Dans les dernières vues d’artiste dévoilées récemment, le F-15 JSI est présenté avec un emport traditionnel de huit missiles air-air, qui pourront être aussi bien de conception américaine que japonaise. Toutefois, il est également intéressant de noté que cette même vue d’artiste montre également, sous le ventre de l’avion, un missile de croisière AGM-158.

Le F-15J est ici présenté avec huit missiles AMRAAM, même s’il emportera probablement les futurs missiles air-air à longue portée japonais. On note la présence sous le ventre d’un gros missile de croisière. Le radar APG-82 devrait permettre également de mettre en oeuvre d’autres armements air-sol, mais rien n’indique que le Japon ait fait ce choix pour le moment

Depuis 2017, le Japon envisage en effet de développer le potentiel de ses F-15J afin d’en faire également des plateformes de lancement pour missiles de croisière. Le Japan Super Interceptor, s’il sera optimisé pour la supériorité aérienne, devrait ainsi pouvoir tirer des missiles de croisière AGM-158B JASSM-ER contre des cibles terrestres mais aussi des AGM-158C LRASM contre des cibles navales à longue distance.

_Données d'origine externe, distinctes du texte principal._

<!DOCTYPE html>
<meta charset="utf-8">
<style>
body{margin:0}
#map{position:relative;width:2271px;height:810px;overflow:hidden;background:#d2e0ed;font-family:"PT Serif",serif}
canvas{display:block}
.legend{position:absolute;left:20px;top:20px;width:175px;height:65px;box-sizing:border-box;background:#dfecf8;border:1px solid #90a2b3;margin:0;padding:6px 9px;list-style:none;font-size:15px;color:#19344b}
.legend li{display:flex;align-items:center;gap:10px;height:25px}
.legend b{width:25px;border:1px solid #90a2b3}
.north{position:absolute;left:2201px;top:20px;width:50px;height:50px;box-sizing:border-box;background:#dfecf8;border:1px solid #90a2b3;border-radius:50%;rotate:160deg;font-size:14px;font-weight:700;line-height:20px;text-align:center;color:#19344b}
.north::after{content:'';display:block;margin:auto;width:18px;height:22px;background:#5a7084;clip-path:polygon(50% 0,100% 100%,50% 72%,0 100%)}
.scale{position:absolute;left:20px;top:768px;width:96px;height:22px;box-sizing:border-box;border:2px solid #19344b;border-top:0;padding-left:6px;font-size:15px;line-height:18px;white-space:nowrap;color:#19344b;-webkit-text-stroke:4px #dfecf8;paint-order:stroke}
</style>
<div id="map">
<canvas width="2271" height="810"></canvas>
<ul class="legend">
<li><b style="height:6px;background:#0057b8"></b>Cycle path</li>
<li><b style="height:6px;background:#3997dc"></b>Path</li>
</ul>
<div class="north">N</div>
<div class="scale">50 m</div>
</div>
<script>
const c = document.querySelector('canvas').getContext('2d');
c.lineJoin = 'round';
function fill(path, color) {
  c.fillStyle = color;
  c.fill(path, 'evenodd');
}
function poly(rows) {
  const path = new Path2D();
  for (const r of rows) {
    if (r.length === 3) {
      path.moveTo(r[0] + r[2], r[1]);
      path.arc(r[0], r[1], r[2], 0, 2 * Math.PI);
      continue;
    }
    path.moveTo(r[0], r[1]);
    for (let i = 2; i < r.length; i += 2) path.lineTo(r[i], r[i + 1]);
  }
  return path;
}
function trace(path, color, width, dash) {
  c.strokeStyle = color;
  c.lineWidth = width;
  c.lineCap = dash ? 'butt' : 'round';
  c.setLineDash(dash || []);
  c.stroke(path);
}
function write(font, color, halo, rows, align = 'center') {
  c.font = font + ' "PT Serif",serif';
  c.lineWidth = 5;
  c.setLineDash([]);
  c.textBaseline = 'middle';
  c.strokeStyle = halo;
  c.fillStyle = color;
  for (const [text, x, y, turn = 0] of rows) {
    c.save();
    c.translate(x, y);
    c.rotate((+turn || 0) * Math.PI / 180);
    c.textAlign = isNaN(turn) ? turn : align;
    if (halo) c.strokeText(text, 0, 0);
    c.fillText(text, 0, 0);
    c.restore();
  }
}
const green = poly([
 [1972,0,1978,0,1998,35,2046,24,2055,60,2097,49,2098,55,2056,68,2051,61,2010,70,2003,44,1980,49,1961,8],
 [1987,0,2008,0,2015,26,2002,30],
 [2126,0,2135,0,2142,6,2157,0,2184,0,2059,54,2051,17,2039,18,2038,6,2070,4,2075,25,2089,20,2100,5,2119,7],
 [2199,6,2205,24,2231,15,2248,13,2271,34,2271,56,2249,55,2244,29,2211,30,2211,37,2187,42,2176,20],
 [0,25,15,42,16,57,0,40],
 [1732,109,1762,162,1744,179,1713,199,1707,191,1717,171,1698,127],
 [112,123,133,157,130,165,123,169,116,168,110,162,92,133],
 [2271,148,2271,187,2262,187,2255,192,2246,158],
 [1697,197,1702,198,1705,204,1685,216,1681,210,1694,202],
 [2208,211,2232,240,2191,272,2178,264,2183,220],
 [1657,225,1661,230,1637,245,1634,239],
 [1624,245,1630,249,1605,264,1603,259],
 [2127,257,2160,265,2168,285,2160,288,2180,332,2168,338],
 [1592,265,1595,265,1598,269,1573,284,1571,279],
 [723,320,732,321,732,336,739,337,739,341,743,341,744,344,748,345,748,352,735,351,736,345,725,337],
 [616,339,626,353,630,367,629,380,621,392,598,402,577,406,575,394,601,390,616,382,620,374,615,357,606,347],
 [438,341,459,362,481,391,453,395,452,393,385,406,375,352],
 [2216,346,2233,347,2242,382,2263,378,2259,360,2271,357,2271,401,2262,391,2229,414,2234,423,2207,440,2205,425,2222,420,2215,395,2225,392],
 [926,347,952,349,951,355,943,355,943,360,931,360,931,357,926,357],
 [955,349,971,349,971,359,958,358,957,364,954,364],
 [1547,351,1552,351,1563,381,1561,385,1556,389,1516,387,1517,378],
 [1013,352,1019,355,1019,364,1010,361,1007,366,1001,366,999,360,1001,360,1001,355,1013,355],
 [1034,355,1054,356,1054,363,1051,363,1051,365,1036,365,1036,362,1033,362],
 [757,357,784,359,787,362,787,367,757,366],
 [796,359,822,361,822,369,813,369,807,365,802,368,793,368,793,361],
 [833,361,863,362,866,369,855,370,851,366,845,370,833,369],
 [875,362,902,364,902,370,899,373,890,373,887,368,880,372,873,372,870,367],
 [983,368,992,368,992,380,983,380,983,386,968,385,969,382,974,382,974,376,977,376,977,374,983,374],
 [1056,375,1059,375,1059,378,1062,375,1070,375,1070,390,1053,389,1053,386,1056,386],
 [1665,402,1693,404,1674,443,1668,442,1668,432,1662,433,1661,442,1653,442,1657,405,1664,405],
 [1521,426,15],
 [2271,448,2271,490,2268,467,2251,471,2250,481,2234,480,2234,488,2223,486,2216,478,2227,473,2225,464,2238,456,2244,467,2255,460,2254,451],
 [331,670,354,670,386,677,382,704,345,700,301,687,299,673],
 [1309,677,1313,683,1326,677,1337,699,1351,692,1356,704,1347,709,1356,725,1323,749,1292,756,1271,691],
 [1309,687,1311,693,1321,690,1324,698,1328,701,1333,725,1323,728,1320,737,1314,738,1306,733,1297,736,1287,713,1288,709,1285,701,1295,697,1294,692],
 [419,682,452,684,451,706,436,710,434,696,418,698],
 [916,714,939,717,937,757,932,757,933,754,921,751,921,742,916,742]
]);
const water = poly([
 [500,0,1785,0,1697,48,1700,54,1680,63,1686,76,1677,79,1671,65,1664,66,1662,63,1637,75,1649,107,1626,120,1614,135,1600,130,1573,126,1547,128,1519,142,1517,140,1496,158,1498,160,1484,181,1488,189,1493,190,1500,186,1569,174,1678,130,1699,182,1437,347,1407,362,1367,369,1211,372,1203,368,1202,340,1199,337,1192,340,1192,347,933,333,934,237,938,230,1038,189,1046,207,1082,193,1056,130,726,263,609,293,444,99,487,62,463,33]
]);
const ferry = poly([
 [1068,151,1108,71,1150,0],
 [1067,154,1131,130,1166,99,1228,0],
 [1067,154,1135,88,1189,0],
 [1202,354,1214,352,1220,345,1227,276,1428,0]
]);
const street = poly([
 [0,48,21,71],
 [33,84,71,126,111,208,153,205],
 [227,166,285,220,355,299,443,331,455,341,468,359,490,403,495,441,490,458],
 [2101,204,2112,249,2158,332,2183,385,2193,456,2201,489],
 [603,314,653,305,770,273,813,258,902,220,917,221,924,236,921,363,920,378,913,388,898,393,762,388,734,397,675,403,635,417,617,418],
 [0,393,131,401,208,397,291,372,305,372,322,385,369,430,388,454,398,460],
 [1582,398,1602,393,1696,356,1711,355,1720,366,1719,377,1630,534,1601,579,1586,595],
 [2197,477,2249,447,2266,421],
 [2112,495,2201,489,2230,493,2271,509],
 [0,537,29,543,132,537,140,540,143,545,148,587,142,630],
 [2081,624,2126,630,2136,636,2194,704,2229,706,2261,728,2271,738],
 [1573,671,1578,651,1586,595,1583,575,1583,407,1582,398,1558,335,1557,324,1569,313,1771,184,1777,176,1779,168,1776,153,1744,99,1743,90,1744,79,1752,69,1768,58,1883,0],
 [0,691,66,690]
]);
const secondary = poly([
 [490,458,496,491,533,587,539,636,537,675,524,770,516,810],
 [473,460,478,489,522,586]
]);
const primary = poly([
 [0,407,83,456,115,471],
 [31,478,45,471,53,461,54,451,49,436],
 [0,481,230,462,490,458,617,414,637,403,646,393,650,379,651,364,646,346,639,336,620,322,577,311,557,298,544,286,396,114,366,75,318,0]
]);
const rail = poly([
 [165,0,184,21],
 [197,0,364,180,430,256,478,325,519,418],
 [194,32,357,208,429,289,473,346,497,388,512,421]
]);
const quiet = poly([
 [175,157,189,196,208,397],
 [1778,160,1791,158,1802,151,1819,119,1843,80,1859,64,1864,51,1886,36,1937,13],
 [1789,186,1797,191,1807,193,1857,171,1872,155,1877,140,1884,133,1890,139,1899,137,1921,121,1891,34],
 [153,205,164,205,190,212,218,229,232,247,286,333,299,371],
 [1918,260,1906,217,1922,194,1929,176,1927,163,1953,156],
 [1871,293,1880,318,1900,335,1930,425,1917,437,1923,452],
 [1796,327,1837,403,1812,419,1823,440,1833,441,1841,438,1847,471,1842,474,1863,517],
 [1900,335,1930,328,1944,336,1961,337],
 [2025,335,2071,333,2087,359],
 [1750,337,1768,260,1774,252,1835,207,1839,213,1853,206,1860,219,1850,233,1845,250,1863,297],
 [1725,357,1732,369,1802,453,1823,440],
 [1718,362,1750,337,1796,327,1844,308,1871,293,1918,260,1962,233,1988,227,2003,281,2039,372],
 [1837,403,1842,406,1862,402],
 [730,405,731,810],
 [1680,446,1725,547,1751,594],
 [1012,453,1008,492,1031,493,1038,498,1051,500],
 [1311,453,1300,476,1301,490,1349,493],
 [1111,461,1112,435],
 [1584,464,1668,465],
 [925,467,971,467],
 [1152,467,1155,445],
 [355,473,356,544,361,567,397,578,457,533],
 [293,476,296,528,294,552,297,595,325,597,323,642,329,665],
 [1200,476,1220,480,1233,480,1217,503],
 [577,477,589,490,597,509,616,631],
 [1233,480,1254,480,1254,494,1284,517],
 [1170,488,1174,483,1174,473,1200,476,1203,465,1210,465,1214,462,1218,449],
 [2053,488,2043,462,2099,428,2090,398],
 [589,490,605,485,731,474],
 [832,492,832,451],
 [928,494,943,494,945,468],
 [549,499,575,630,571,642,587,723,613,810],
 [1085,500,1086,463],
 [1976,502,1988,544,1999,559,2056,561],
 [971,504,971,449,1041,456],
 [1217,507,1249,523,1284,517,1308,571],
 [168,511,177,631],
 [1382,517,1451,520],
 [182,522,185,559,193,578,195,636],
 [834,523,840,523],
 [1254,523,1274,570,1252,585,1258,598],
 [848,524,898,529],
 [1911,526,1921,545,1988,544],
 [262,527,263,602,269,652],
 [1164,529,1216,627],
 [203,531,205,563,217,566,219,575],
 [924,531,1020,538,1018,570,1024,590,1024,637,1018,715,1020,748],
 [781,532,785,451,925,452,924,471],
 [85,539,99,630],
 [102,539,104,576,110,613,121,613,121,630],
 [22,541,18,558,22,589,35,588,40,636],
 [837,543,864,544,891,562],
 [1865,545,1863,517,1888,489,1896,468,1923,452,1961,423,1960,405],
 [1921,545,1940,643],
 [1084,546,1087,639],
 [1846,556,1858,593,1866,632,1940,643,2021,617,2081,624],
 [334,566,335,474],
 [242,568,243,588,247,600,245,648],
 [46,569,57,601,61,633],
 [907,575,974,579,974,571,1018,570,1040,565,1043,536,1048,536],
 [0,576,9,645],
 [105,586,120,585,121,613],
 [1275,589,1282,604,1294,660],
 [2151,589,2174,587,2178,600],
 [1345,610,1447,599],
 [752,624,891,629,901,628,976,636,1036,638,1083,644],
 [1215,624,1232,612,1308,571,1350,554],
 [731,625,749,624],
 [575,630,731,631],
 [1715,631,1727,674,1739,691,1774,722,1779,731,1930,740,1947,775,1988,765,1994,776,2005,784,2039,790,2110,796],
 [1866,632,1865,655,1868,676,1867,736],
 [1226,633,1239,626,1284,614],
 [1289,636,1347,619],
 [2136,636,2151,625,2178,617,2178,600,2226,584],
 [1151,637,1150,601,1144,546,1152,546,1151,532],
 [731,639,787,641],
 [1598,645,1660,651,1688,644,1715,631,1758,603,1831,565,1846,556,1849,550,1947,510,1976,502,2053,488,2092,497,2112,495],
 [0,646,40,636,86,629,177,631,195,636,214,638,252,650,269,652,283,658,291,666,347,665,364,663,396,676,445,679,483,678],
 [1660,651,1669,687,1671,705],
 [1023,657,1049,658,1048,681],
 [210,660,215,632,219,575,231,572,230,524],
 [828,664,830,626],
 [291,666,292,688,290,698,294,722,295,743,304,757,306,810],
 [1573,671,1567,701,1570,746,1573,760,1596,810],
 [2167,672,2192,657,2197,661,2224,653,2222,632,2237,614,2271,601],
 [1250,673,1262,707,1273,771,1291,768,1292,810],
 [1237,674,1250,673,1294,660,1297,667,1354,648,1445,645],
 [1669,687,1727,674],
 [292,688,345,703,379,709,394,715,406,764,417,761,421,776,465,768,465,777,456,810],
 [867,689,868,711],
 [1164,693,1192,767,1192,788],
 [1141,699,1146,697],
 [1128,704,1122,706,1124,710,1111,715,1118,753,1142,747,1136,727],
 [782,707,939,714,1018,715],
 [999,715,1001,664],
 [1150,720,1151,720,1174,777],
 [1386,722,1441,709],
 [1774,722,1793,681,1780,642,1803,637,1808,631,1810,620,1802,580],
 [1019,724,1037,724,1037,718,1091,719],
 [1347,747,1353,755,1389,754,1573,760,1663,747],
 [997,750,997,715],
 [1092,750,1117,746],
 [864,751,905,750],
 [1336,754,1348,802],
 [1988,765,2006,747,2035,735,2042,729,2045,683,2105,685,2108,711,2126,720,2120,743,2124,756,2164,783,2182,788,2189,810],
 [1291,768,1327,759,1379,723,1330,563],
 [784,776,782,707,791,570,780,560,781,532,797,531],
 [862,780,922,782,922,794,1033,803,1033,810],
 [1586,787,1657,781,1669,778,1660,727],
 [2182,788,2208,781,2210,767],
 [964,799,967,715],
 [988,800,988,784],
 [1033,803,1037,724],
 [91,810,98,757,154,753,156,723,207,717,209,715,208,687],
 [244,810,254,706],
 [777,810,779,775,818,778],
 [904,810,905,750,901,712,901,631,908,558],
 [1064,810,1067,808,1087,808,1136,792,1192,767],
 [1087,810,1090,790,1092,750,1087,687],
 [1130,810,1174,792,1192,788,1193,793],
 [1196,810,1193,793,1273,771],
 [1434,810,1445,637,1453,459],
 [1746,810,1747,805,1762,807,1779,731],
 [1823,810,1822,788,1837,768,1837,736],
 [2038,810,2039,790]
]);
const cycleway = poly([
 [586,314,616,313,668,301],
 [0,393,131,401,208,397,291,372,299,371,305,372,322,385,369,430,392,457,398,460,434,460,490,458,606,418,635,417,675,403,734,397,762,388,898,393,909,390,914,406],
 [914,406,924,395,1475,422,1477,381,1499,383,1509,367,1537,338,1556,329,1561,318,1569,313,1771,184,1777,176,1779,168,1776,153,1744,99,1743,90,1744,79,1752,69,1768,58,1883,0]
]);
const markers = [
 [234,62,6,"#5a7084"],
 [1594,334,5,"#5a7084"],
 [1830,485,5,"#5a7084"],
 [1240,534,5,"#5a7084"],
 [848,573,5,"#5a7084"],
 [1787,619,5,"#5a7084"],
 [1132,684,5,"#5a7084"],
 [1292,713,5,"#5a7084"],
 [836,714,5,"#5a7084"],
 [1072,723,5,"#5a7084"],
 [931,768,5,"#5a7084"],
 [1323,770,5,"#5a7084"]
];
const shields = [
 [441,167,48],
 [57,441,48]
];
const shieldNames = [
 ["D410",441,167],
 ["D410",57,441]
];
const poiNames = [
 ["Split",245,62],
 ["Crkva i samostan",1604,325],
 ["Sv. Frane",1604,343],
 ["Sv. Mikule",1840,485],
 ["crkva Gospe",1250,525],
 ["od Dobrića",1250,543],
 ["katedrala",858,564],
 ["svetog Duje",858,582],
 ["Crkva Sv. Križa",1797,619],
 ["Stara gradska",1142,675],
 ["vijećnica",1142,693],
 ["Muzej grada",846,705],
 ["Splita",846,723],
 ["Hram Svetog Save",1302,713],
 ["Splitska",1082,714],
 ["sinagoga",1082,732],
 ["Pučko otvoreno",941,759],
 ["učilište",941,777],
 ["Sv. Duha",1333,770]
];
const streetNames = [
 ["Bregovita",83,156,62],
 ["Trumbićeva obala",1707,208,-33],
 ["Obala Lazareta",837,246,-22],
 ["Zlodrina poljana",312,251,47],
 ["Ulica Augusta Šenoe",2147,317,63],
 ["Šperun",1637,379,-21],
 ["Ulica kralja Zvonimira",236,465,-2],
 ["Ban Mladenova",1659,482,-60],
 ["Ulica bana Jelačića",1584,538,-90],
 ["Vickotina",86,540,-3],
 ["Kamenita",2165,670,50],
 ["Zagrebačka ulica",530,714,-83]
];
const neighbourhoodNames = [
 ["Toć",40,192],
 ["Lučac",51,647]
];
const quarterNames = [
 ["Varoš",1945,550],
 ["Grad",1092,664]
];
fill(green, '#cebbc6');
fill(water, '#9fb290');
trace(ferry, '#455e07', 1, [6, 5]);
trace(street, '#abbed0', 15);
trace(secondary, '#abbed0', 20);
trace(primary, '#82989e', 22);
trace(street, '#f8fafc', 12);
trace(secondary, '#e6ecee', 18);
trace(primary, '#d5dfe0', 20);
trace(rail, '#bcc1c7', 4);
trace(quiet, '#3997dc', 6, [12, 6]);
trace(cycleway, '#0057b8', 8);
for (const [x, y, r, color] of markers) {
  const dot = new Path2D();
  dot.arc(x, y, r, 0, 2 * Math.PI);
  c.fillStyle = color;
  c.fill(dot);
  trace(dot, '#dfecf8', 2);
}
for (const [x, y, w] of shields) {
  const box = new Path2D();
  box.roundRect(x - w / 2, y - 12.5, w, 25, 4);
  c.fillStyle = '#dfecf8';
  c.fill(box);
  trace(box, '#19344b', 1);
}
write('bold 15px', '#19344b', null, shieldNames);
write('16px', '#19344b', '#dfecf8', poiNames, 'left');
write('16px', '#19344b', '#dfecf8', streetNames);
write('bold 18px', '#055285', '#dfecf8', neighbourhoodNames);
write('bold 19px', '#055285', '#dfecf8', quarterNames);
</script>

L’ajout de cette nouvelle capacité offensive s’inscrit pleinement dans l’évolution actuelle de la situation politique et militaire au Japon, qui interprète de plus en plus largement sa constitution afin de se doter de capacités de première frappe et d’une véritable dissuasion, comme nous l’avons vu dans notre précédent dossier consacré à ce sujet.